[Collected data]
*-*-*
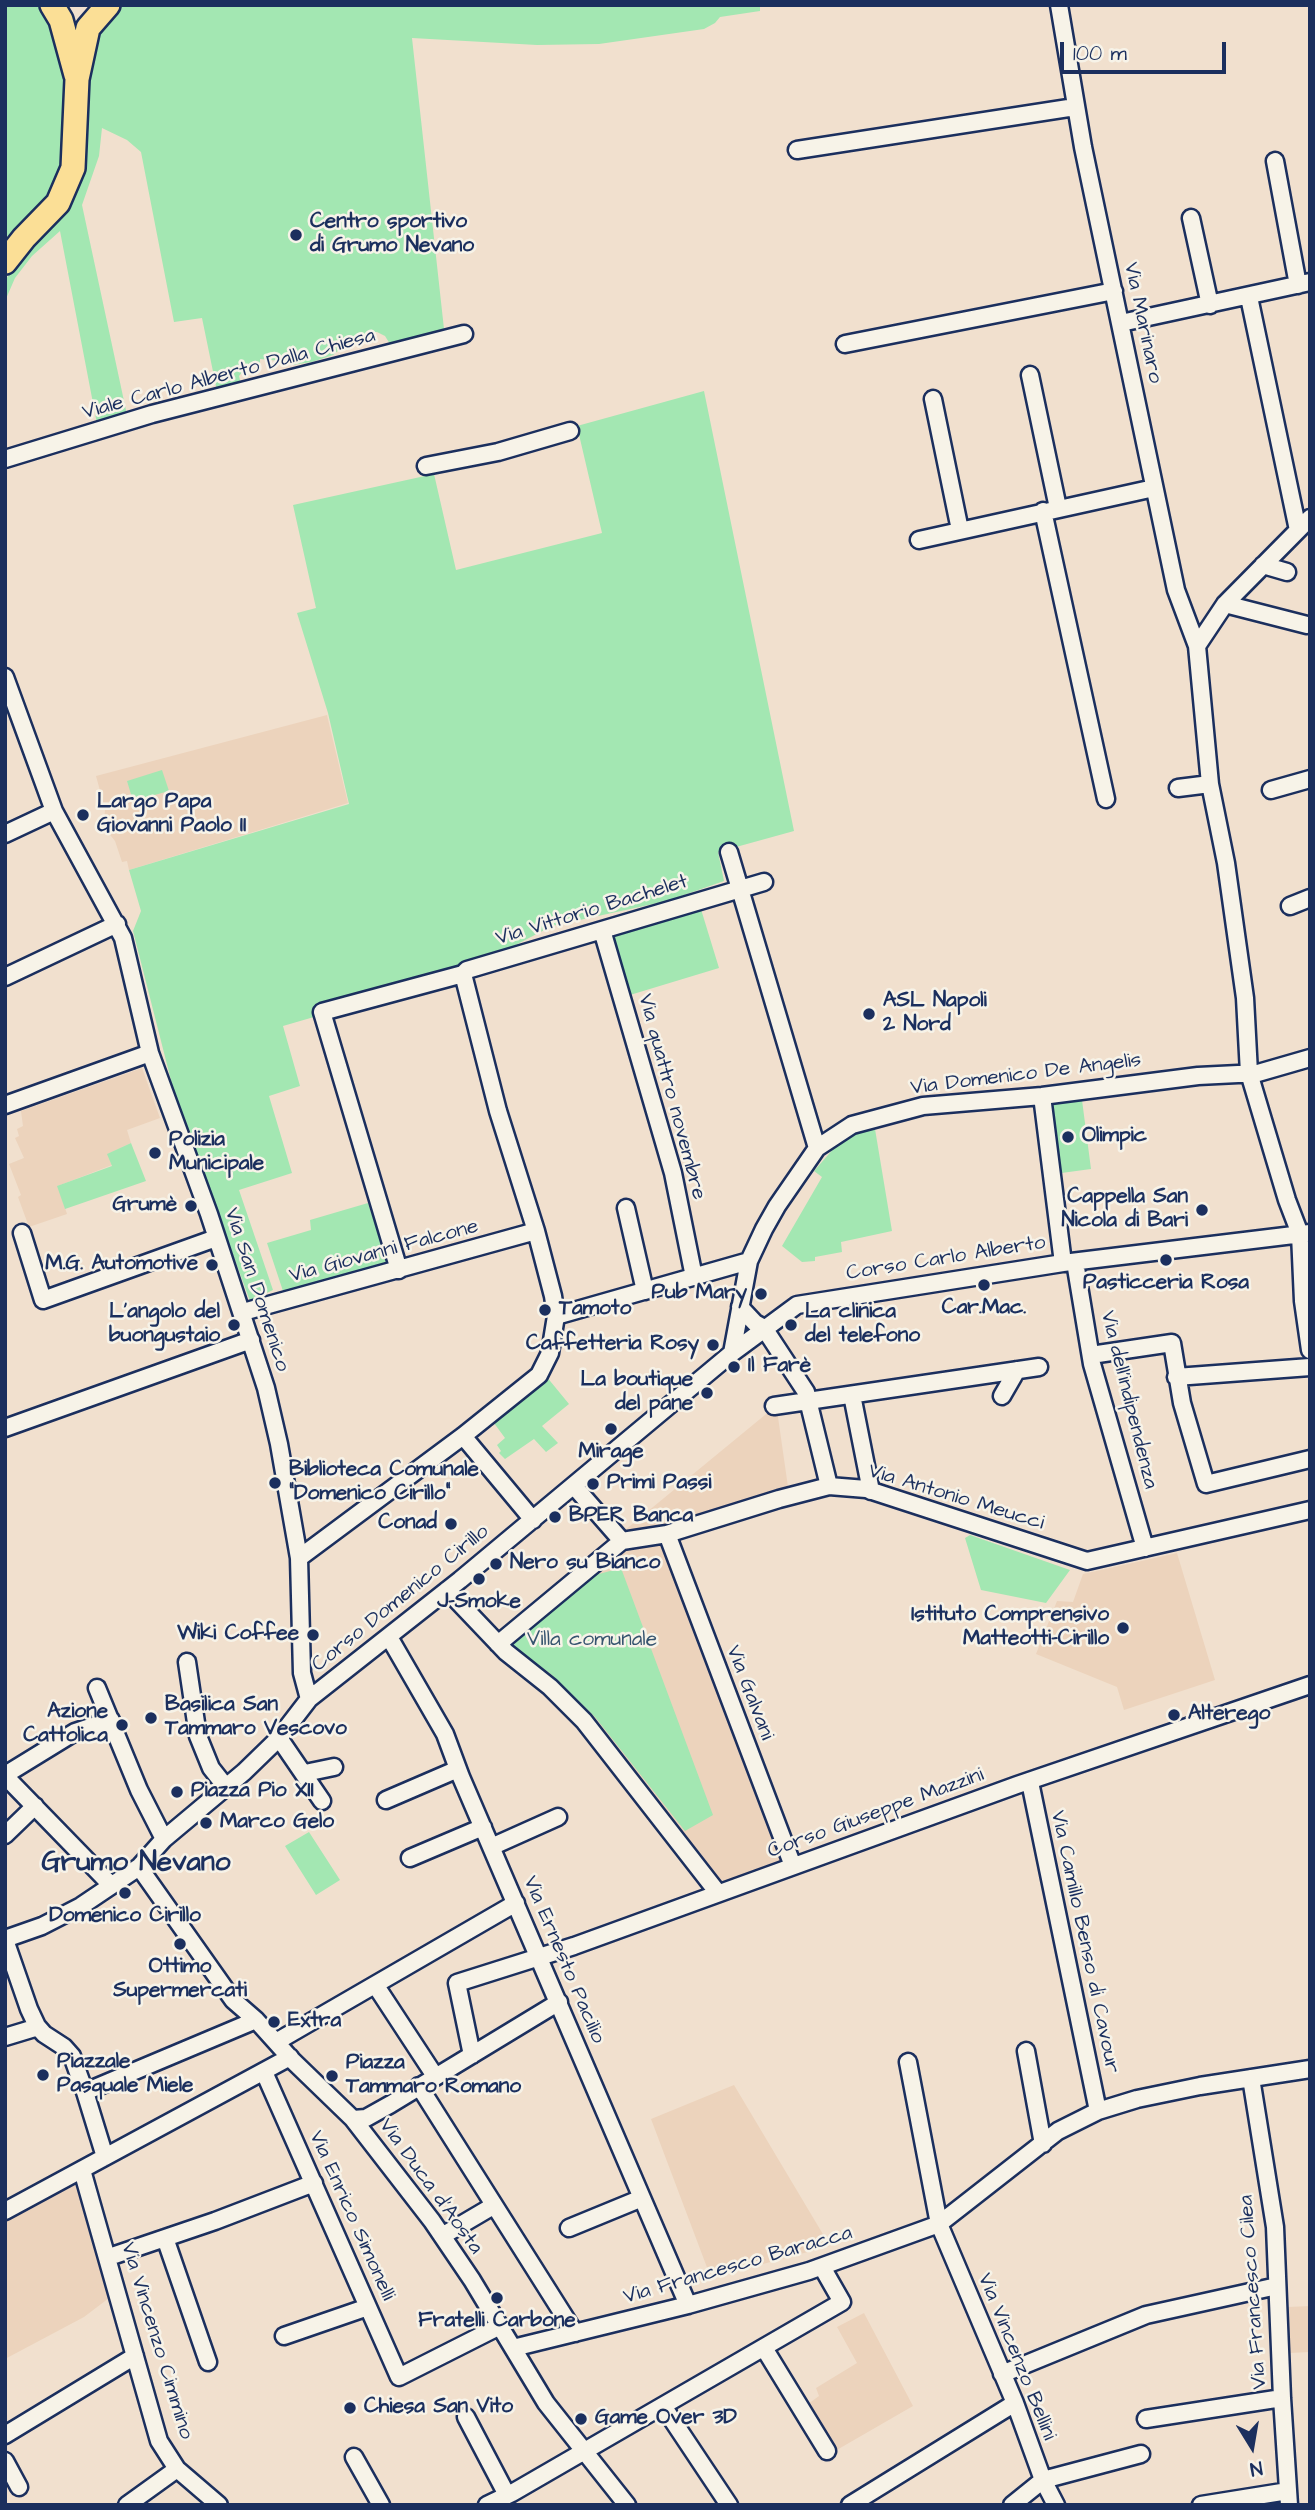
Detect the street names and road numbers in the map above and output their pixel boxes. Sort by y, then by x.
street label: Via Marinaro [1117,260,1167,386]
street label: Viale Carlo Alberto Dalla Chiesa [80,324,378,426]
street label: Via Vittorio Bachelet [493,870,691,952]
street label: Via quattro novembre [631,991,711,1203]
street label: Via Domenico De Angelis [909,1048,1143,1102]
street label: Via San Domenico [218,1205,294,1375]
street label: Via Giovanni Falcone [287,1215,481,1289]
street label: Corso Carlo Alberto [845,1231,1047,1287]
street label: Via dell'indipendenza [1094,1308,1162,1492]
street label: Via Antonio Meucci [865,1459,1047,1537]
street label: Corso Domenico Cirillo [307,1520,495,1678]
street label: Via Galvani [719,1642,779,1744]
street label: Corso Giuseppe Mazzini [764,1763,988,1865]
street label: Via Camillo Benso di Cavour [1044,1808,1124,2076]
street label: Via Ernesto Pacilio [516,1873,610,2047]
street label: Via Duca d'Aosta [372,2114,488,2260]
street label: Via Enrico Simonelli [302,2127,400,2305]
street label: Via Francesco Cilea [1235,2194,1273,2390]
street label: Via Francesco Baracca [621,2221,855,2311]
street label: Via Vincenzo Cimmino [114,2240,198,2442]
street label: Via Vincenzo Bellini [971,2270,1061,2444]

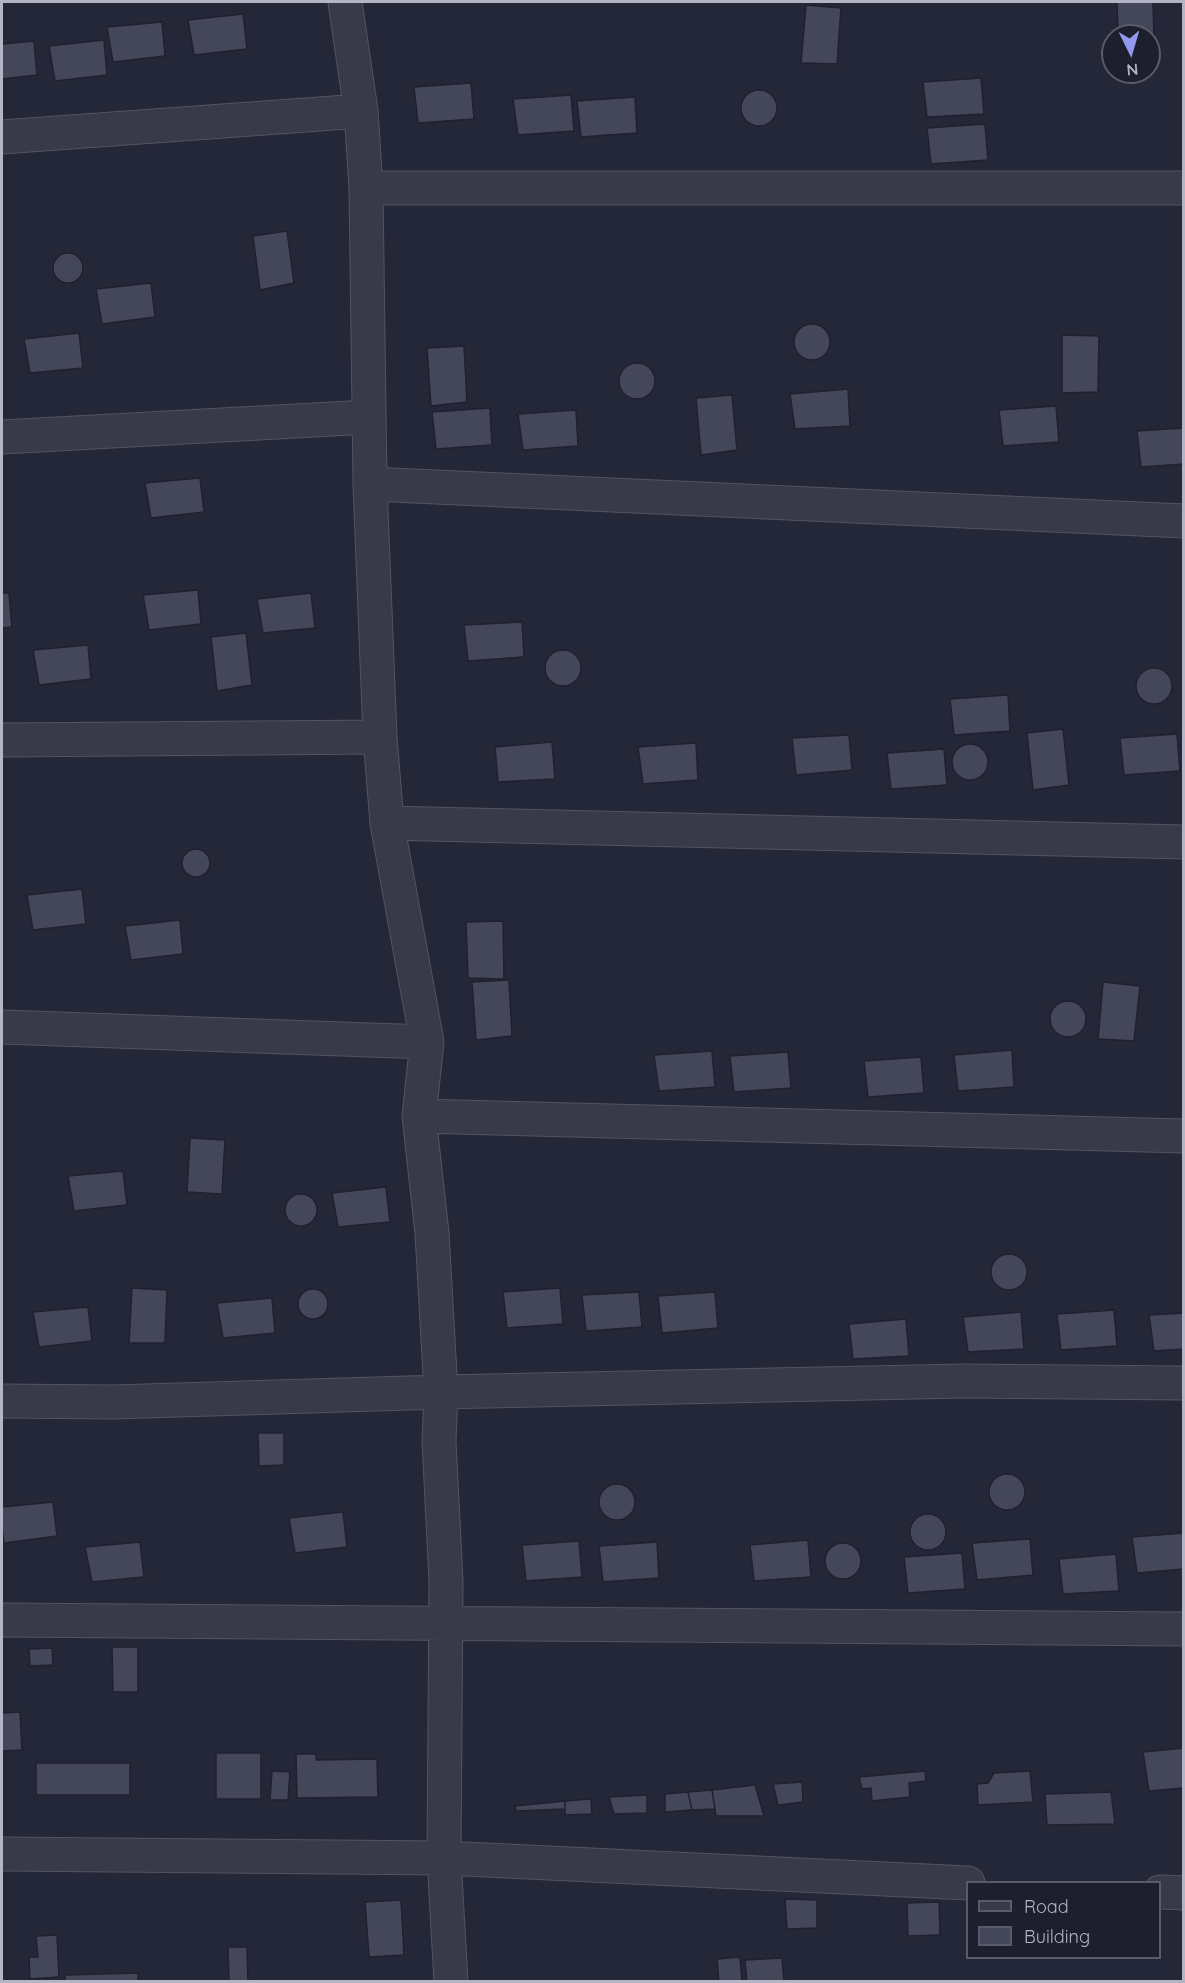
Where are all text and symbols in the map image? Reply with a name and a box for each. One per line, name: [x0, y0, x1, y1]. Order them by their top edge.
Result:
*-*-*
Task: What is needed is an exact copy of the lines from the one containing "Where are all" to the end of the data; please add nothing else.

The completed task:
Where are all text and symbols in the map image? Reply with a name and a box for each. One per line, name: [x0, y0, x1, y1]. Order them by their top edge.
Result:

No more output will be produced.